Solar wind speed and rotational shear at coronal hole boundaries, impacts on magnetic field inversions

The solar wind is frequently perturbed by transient structures such as magnetic folds, jets, waves and flux-ropes that propagate rapidly away from the Sun over a large range of heliocentric distances. Parker Solar Probe has revealed that rotations of the magnetic field vector occur repeatedly at small heliocentric distances, on regions that also display surprisingly large solar wind rotation rates. Sun-to-spacecraft connectivity analysis shows that a large fraction of the solar wind flows probed so far by Parker Solar Probe were formed and accelerated in the vicinity of coronal hole boundaries.
We show by means of of global MHD simulations that coronal rotation is highly structured in proximity to those boundary regions (in agreement with preceding SoHO/UVCS observations), and that enhanced poloidal and toroidal flow shear and magnetic field gradients also develop there. We identified regions of the solar corona for which solar wind speed and rotational shear are significant, that can be associated with field-aligned and/or transverse vorticity, and that can be favourable to the development of magnetic deflections. Some of these wind flow shears are driven through large radial extensions, being noticeable tens of solar radii away from the surface, and therefore have a potential impact on the propagation of such magnetic perturbations across extended heights in the solar wind.
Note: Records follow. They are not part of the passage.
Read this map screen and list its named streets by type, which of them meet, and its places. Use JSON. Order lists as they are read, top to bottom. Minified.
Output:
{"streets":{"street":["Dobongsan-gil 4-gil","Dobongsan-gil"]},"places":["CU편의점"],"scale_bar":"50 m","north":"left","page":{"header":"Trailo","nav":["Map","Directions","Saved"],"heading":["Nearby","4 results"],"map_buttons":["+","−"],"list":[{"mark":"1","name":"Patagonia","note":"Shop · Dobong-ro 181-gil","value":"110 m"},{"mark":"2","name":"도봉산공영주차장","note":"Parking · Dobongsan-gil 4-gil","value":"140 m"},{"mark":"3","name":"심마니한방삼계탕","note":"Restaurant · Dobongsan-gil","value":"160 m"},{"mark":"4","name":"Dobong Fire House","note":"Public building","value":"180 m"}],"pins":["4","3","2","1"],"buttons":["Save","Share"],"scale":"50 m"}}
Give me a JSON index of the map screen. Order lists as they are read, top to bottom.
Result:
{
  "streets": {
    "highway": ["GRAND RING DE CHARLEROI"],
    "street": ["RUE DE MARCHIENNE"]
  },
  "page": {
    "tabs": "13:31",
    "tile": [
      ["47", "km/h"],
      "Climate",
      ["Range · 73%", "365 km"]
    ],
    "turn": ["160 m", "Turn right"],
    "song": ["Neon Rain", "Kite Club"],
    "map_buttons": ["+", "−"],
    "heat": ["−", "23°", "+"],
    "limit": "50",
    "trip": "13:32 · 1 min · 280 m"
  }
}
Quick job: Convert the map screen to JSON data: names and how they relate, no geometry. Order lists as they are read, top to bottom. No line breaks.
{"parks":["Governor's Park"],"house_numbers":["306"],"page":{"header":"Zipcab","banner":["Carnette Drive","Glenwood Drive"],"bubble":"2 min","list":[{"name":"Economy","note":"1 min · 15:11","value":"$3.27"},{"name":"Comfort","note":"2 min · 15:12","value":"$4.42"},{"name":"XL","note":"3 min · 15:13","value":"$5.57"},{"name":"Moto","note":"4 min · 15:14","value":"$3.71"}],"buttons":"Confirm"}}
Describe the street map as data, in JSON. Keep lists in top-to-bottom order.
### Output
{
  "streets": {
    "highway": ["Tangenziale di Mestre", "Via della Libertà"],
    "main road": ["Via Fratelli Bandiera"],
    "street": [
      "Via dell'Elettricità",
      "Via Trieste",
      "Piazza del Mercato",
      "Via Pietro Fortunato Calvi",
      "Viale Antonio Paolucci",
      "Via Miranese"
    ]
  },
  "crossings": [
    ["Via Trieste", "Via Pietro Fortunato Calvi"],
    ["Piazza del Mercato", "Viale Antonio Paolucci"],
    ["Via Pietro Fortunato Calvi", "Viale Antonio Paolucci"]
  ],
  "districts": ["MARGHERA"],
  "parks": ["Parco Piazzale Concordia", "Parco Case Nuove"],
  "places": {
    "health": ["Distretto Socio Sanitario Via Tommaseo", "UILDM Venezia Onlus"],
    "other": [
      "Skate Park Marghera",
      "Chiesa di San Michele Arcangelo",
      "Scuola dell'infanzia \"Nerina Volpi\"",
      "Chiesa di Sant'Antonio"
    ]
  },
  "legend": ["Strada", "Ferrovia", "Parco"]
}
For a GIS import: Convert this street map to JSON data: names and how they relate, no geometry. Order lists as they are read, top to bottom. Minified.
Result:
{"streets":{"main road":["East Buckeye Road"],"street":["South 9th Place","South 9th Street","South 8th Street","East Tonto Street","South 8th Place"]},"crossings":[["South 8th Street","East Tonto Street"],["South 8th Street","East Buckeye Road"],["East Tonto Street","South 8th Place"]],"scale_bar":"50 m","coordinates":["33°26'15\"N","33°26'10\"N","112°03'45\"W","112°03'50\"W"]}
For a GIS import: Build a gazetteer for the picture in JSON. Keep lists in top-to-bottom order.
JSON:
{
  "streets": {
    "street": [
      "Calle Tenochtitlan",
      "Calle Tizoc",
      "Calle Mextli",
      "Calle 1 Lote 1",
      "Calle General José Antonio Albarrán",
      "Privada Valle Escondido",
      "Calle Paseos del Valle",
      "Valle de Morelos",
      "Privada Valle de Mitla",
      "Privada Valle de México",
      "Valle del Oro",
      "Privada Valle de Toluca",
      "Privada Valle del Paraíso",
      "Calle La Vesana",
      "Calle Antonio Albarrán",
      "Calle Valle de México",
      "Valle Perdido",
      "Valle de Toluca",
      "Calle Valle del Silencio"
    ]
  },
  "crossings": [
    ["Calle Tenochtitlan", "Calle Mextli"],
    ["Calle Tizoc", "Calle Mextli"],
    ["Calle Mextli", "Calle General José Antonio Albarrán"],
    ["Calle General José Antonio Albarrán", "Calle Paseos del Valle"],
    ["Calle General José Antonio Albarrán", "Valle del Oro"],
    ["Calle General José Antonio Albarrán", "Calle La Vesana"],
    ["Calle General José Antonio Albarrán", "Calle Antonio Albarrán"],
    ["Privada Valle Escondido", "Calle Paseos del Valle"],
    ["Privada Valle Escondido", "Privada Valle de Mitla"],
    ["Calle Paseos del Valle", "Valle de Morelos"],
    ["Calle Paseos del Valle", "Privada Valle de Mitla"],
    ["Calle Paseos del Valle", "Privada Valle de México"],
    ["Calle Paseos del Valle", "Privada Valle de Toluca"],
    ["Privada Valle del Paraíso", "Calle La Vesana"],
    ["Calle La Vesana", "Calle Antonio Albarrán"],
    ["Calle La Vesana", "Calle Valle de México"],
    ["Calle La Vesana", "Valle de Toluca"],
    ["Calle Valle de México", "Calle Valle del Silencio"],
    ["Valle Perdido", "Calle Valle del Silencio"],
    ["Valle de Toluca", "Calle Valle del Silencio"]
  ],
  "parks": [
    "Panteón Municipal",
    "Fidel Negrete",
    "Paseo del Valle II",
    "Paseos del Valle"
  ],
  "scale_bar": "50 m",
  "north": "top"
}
We conclude that these regions of persistent shears are undoubtedly sources of complex solar wind structures, and suggest that they can trigger instabilities capable of creating magnetic field reversals detected in-situ in the heliosphere.
Our simulations furthermore indicate that the spatial structure of the solar wind shear will become more complex as the solar cycle progresses, with strong and extended shears appearing at heliographic latitudes that will be probed by Solar Orbiter in the near future.